WHAT YOU HAVE TO DO – Each record that follows should be duplicated exactly, except for its pictures.

THE INPUT –
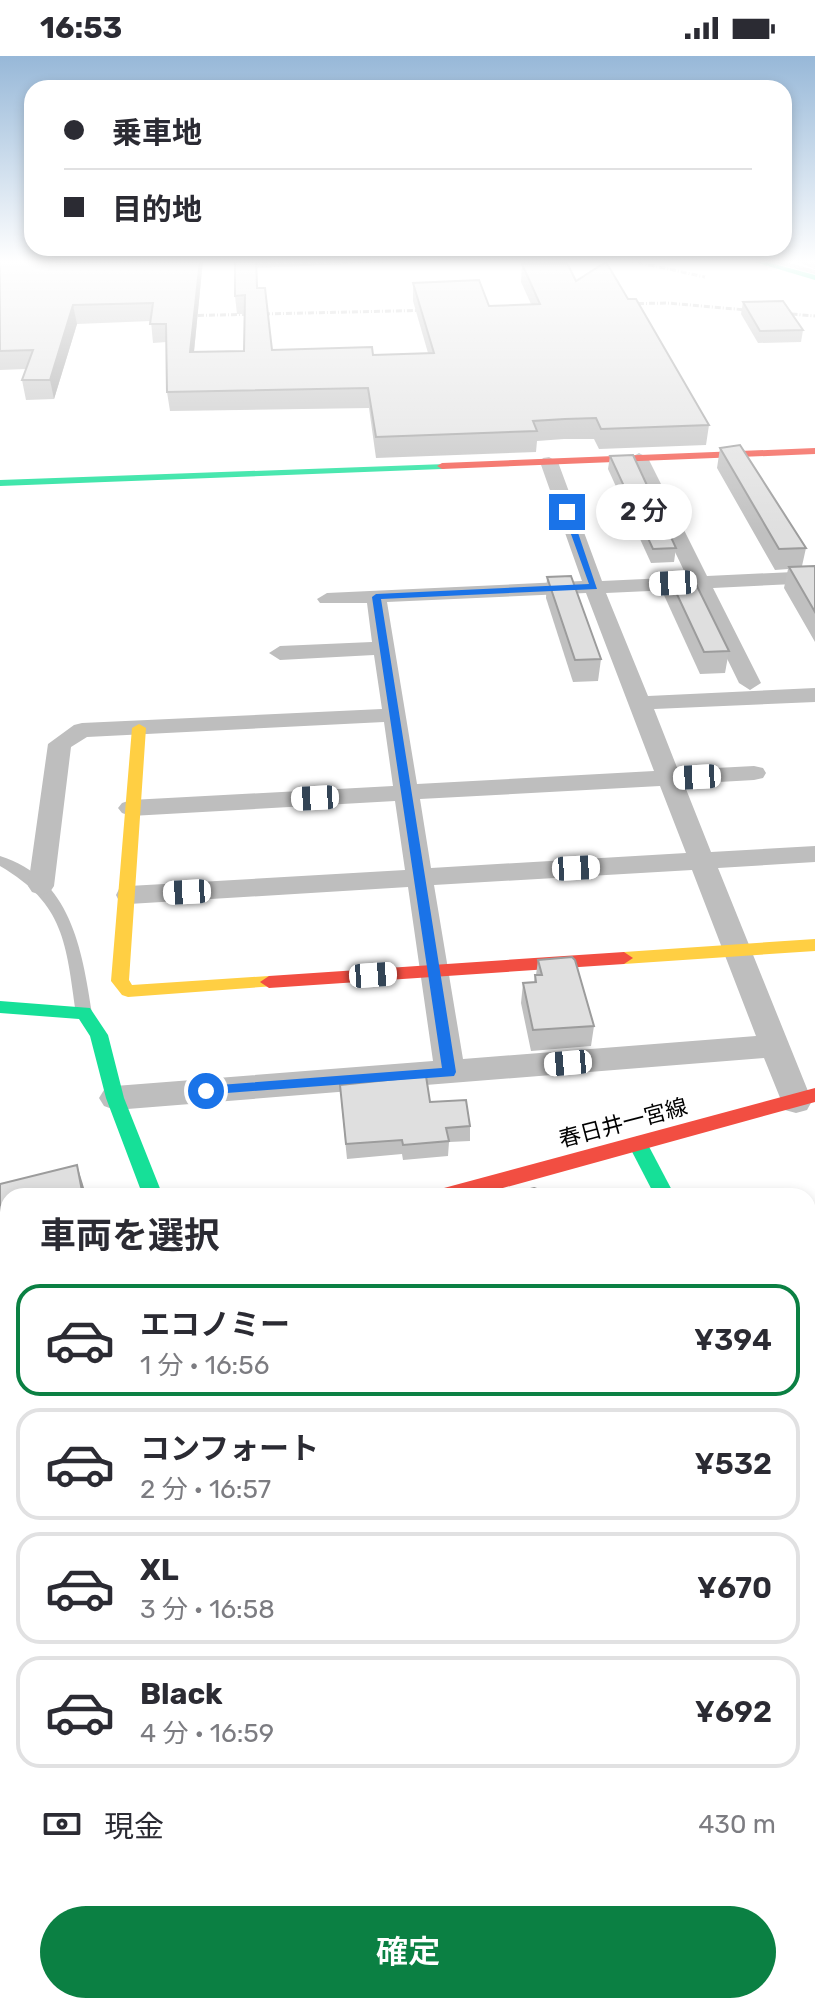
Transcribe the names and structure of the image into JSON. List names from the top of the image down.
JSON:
{
  "streets": {
    "street": ["春日井一宮線"]
  },
  "page": {
    "status": "16:53",
    "banner": ["乗車地", "目的地"],
    "bubble": "2 分",
    "heading": "車両を選択",
    "list": [
      {
        "name": "エコノミー",
        "note": "1 分 · 16:56",
        "value": "¥394"
      },
      {
        "name": "コンフォート",
        "note": "2 分 · 16:57",
        "value": "¥532"
      },
      {
        "name": "XL",
        "note": "3 分 · 16:58",
        "value": "¥670"
      },
      {
        "name": "Black",
        "note": "4 分 · 16:59",
        "value": "¥692"
      }
    ],
    "pay": ["現金", "430 m"],
    "buttons": "確定"
  }
}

REPLY –
Transcribe the names and structure of the image into JSON. List names from the top of the image down.
JSON:
{
  "streets": {
    "street": ["春日井一宮線"]
  },
  "page": {
    "status": "16:53",
    "banner": ["乗車地", "目的地"],
    "bubble": "2 分",
    "heading": "車両を選択",
    "list": [
      {
        "name": "エコノミー",
        "note": "1 分 · 16:56",
        "value": "¥394"
      },
      {
        "name": "コンフォート",
        "note": "2 分 · 16:57",
        "value": "¥532"
      },
      {
        "name": "XL",
        "note": "3 分 · 16:58",
        "value": "¥670"
      },
      {
        "name": "Black",
        "note": "4 分 · 16:59",
        "value": "¥692"
      }
    ],
    "pay": ["現金", "430 m"],
    "buttons": "確定"
  }
}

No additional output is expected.